Requirement: Search each line of the data for the word "them"; copy every line where it is found.

:: Data supplied

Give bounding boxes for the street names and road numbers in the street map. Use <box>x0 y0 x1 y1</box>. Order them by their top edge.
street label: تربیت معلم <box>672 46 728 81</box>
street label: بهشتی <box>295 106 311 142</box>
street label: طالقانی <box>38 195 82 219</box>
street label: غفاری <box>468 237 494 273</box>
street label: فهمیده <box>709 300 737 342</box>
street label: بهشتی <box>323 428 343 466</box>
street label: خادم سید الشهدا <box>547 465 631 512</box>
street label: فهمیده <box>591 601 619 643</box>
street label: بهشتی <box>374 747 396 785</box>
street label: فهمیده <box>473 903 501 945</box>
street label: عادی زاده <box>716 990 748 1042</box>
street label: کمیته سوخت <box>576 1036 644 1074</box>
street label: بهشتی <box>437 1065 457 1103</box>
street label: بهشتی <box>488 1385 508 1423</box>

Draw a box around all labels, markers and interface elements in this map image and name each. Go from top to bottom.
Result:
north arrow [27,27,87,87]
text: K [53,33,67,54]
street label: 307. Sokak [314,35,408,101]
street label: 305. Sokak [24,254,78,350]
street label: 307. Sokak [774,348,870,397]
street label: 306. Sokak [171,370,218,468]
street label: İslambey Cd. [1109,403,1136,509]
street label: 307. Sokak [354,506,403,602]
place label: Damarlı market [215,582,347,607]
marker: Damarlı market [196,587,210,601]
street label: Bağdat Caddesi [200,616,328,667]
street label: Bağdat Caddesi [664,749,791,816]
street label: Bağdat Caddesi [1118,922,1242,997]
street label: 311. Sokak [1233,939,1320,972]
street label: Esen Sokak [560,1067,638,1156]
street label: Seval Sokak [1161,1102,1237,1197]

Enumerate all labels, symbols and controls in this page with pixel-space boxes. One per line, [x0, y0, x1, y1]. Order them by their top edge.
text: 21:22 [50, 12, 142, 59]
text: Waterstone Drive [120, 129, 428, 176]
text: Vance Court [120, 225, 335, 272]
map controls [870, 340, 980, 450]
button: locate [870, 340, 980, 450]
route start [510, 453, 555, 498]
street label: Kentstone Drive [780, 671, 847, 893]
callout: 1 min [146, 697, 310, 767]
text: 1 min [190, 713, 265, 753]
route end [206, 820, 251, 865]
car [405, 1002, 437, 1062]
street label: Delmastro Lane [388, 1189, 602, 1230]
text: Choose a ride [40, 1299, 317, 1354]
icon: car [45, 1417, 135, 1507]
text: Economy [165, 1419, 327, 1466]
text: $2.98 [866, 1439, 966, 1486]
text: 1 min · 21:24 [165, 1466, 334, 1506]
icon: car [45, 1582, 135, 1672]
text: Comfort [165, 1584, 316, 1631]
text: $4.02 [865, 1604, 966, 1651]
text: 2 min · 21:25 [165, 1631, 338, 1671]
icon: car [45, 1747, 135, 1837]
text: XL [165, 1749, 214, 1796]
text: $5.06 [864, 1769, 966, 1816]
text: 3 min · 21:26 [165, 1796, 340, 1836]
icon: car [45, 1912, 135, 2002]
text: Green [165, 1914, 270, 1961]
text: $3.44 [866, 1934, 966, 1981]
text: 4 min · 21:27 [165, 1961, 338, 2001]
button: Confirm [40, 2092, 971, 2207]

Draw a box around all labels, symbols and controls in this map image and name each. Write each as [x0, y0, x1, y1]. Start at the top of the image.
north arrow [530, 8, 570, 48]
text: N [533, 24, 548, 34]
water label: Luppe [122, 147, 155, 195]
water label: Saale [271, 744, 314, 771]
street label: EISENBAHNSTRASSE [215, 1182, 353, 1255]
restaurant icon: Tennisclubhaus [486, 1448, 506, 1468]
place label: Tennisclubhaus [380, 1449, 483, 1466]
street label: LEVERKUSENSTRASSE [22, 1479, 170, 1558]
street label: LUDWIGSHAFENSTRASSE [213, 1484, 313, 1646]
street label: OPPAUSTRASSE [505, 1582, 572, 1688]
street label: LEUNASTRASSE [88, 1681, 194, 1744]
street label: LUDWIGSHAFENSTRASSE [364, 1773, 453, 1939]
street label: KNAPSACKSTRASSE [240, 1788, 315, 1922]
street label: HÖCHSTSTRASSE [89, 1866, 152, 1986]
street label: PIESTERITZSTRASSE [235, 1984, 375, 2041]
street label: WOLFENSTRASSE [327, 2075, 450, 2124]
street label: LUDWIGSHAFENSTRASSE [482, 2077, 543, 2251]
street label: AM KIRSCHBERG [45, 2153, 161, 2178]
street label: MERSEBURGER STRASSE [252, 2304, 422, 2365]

::::

Answer section:
Give bounding boxes for the street names and road numbers in the street map. Use <box>x0 y0 x1 y1</box>. Order them by their top edge.
Enumerate all labels, symbols and controls in this page with pixel-space boxes. One per line, [x0, y0, x1, y1]. Order them by their top edge.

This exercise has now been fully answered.